Par Rédaction | Sport
Cooper Flagg a découvert l’univers NBA dans des conditions particulières. Propulsé directement comme nouveau visage des Mavericks après le départ de Luka Dončić, le jeune prodige devait immédiatement assumer de lourdes responsabilités. Pour ses premiers pas dans la ligue, le destin lui réservait un baptême du feu face à Victor Wembanyama et aux Spurs. Un défi immense pour un rookie de seulement 19 ans.
Le contexte de cette première rencontre avait tout d’un test grandeur nature. Flagg arrivait avec l’étiquette de premier choix de la draft et des attentes énormes sur les épaules. En face, Victor Wembanyama incarnait déjà la référence ultime de la nouvelle génération, un joueur unique par sa taille et son impact. Pour le jeune intérieur des Mavericks, se retrouver face à un tel phénomène dès son match inaugural représentait forcément un choc.
Malgré la défaite inaugurale, le rookie n’a pas tardé à montrer des signes encourageants. Au fil des matchs, son rôle a progressivement grandi au sein d’une équipe de Dallas en pleine reconstruction. Avec la blessure d’Anthony Davis, le coach Jason Kidd a même tenté des expérimentations audacieuses, allant jusqu’à utiliser Flagg au poste de meneur. Une décision surprenante qui a mis le jeune joueur face à des responsabilités inattendues.
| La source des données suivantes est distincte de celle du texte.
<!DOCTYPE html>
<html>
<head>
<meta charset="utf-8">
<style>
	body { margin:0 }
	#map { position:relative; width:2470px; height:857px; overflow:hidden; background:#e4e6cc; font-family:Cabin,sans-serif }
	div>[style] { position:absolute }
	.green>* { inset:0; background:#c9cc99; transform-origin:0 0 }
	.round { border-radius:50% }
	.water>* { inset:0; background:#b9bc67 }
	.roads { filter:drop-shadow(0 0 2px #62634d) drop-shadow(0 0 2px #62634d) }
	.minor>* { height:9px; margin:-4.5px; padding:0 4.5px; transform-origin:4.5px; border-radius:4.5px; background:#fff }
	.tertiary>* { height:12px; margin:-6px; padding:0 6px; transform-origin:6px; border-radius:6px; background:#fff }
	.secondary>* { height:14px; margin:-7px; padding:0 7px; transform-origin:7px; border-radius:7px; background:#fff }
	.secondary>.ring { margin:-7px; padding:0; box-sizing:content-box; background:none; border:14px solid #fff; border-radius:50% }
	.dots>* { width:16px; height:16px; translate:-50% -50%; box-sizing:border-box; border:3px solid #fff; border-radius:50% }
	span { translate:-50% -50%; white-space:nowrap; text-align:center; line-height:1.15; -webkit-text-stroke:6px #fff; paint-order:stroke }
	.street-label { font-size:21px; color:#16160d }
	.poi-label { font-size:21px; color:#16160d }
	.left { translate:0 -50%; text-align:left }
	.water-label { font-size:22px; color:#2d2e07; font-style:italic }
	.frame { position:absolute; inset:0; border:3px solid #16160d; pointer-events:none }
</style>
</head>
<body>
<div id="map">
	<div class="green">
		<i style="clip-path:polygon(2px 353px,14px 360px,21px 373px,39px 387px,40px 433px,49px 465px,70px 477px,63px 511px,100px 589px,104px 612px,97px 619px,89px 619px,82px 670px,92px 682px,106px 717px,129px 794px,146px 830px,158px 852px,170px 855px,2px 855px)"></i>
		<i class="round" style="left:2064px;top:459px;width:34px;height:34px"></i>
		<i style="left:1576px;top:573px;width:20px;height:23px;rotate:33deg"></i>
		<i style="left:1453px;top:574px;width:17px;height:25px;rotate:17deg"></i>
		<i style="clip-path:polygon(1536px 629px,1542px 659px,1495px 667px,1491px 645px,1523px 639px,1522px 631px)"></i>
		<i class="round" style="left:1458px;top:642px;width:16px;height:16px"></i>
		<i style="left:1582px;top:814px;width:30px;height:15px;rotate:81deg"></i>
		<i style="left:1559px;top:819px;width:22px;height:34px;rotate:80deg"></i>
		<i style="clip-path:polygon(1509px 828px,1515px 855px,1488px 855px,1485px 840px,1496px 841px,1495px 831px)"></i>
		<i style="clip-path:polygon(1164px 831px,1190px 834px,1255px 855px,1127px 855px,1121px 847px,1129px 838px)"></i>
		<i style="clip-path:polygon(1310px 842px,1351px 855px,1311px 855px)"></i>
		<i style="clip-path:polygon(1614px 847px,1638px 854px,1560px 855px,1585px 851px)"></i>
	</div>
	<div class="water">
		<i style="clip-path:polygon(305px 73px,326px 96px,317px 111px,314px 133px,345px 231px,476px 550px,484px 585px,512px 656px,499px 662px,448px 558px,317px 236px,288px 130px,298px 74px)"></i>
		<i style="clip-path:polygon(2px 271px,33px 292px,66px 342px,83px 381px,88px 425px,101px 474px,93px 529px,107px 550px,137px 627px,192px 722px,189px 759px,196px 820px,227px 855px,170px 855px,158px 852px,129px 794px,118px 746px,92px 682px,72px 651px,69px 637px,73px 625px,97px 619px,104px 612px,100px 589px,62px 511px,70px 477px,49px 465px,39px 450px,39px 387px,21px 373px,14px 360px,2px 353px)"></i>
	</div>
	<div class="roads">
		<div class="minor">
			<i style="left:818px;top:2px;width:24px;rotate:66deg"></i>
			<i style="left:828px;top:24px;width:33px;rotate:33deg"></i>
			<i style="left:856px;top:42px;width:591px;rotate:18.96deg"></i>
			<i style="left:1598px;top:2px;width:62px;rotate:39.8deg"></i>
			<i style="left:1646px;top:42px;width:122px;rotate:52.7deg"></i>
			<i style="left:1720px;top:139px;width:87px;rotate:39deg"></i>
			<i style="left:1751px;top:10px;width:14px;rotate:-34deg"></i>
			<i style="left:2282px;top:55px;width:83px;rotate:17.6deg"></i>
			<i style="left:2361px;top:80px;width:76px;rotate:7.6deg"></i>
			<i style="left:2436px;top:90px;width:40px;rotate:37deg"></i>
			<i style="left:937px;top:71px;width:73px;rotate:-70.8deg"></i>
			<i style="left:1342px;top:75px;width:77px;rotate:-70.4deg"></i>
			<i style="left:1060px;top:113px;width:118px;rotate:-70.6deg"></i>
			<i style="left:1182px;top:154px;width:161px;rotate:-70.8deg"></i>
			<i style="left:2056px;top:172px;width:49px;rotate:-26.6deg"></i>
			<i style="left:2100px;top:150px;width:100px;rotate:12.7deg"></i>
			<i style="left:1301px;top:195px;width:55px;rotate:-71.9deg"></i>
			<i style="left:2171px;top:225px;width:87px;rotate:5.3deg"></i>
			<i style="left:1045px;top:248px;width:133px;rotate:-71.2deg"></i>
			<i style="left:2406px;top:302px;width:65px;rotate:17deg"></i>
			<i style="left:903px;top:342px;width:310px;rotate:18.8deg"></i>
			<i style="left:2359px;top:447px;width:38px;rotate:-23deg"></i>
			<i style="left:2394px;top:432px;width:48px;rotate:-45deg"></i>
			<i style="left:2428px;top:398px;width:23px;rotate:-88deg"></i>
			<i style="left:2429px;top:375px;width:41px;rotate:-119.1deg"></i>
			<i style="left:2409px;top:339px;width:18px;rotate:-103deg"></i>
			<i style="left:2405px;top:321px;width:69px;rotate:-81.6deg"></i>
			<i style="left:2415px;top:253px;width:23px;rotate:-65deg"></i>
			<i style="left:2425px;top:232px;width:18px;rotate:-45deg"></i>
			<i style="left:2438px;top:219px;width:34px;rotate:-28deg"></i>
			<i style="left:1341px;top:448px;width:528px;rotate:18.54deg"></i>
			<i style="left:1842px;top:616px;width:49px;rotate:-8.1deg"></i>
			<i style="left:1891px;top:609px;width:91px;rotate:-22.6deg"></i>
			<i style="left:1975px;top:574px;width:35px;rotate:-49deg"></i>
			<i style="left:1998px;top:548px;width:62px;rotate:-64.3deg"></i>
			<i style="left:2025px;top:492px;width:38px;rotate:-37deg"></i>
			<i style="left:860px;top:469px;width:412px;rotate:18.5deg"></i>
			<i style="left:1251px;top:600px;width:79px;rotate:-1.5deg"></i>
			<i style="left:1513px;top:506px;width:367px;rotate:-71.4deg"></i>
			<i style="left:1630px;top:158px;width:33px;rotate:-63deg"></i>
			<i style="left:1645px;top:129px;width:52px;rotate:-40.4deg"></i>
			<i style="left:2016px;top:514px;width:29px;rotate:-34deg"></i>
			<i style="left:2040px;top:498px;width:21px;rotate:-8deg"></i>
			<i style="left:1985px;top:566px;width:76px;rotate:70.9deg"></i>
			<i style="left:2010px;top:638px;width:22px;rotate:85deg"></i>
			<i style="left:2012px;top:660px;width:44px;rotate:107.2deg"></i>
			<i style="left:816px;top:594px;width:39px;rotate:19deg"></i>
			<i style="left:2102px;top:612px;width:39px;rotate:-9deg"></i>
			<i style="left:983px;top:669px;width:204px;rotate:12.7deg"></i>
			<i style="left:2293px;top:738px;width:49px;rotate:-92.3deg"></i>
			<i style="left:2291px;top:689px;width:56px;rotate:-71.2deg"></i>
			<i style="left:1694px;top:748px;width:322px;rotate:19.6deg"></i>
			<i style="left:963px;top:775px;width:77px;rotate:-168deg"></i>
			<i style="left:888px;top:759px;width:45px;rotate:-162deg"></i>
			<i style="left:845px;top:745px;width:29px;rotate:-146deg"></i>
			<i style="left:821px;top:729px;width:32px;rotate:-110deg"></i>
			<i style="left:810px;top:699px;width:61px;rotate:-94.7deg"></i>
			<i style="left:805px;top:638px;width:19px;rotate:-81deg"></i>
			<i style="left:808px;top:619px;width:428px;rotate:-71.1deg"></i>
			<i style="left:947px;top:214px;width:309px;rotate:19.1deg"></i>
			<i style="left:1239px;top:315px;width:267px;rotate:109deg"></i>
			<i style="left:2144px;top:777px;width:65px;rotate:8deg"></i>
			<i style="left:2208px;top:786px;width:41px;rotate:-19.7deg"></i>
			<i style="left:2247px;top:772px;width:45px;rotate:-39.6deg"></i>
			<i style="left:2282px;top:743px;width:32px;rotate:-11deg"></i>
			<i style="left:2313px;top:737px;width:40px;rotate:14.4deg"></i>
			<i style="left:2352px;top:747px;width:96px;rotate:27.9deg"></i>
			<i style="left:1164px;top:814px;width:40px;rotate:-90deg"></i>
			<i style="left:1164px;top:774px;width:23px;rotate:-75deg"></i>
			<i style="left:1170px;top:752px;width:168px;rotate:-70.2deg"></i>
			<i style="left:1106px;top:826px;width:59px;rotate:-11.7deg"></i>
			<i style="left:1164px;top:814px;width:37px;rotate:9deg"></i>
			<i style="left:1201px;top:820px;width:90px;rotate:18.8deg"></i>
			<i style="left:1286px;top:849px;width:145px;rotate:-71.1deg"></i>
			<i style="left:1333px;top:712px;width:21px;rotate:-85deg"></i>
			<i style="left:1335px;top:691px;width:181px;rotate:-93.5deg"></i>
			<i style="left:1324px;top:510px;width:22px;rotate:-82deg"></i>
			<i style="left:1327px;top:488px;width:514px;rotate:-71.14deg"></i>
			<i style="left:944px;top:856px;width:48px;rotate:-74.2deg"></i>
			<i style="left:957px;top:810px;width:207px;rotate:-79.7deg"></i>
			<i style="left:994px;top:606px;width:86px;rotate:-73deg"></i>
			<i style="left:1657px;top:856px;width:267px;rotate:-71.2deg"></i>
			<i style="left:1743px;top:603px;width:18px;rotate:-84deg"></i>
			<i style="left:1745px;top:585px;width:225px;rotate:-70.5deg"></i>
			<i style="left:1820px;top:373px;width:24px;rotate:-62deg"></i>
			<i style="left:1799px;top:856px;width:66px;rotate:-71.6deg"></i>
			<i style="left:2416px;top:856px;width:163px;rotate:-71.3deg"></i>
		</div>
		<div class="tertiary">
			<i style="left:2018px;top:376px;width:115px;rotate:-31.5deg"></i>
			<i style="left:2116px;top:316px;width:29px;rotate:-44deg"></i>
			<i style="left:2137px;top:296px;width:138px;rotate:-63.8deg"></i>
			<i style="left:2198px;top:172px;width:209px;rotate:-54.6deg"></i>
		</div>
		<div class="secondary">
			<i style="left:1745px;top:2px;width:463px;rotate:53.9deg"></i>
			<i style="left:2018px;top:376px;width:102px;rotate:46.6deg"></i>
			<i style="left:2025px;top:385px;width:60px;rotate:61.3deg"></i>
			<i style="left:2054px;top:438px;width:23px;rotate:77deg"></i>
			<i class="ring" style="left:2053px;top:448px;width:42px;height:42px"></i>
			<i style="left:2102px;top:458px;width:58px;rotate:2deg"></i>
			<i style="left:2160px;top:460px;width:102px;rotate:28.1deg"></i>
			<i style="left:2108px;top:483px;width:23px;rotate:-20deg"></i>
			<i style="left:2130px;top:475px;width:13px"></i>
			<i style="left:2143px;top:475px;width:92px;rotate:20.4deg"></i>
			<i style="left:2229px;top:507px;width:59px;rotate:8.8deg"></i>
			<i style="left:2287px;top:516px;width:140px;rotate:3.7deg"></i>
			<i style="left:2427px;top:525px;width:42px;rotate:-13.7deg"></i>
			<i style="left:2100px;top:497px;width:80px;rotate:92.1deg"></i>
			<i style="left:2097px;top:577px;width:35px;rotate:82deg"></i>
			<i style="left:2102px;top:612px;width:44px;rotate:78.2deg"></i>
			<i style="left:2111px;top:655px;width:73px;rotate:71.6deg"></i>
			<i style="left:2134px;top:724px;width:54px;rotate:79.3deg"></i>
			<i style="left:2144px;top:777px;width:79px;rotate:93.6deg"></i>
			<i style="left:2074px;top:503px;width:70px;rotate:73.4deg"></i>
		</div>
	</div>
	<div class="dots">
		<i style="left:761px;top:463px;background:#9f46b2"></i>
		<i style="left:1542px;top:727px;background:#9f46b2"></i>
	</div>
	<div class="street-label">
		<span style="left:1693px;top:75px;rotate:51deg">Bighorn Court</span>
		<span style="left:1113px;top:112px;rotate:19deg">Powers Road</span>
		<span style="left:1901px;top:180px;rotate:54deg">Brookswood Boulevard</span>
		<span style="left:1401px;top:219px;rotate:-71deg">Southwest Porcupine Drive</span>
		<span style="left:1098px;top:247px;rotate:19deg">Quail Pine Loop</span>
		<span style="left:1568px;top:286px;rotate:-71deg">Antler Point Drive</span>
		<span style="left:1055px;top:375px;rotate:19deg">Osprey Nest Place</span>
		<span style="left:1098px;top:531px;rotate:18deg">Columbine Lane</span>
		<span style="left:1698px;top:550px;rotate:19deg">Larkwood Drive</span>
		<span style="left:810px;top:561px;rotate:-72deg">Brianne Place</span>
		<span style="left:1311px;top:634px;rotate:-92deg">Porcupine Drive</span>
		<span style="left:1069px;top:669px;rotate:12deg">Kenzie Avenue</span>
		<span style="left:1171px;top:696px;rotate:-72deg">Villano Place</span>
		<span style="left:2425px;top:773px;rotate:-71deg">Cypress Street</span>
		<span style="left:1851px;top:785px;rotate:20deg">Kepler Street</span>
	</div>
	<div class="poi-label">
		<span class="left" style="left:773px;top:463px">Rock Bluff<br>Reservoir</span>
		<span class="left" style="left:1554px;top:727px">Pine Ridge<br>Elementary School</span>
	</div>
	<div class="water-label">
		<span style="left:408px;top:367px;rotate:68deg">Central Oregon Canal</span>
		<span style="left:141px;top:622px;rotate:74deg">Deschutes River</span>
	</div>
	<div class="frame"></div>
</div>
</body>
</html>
Une montée en puissance progressive
« Je n’avais jamais vu quelqu’un comme lui. Donc oui, j’étais clairement un peu nerveux », a reconnu Cooper Flagg en évoquant son premier duel avec Wembanyama. Le rookie a confié ses impressions à Dirk Nowitzki dans un entretien pour NBA on Prime, admettant à quel point ce match l’avait marqué. « Jouer contre un gars de ce calibre dès le début, ça vous montre tout de suite le niveau de la ligue. »
Après une période d’adaptation logique, Flagg a commencé à prendre ses marques. Ses performances individuelles se sont améliorées, même si les résultats collectifs des Mavericks restaient compliqués. Aligné dans différents rôles, il a peu à peu gagné en confiance et en responsabilités. Son talent brut s’est affirmé, confirmant les promesses aperçues durant sa carrière universitaire.
Au-delà des statistiques, c’est surtout sa maturité qui impressionne. Flagg reconnaît que ses débuts au poste de meneur ont été déroutants, mais il estime aujourd’hui que cette expérience l’a aidé à progresser. « C’était un peu fou au début. Je doutais forcément un peu et je n’étais pas très à l’aise à la mène. Mais le coach a voulu me jeter dans le grand bain, et maintenant j’en récolte les bénéfices. » Une preuve de son état d’esprit tourné vers l’apprentissage.
Même si Dallas traverse une saison difficile avec un bilan de 19 victoires pour 33 défaites, l’émergence de Flagg offre une lueur d’espoir. Les supporters, encore marqués par le départ de Dončić, voient en lui un nouveau point d’ancrage pour l’avenir. Son évolution rapide permet à la franchise de se projeter à nouveau et d’imaginer un futur plus radieux.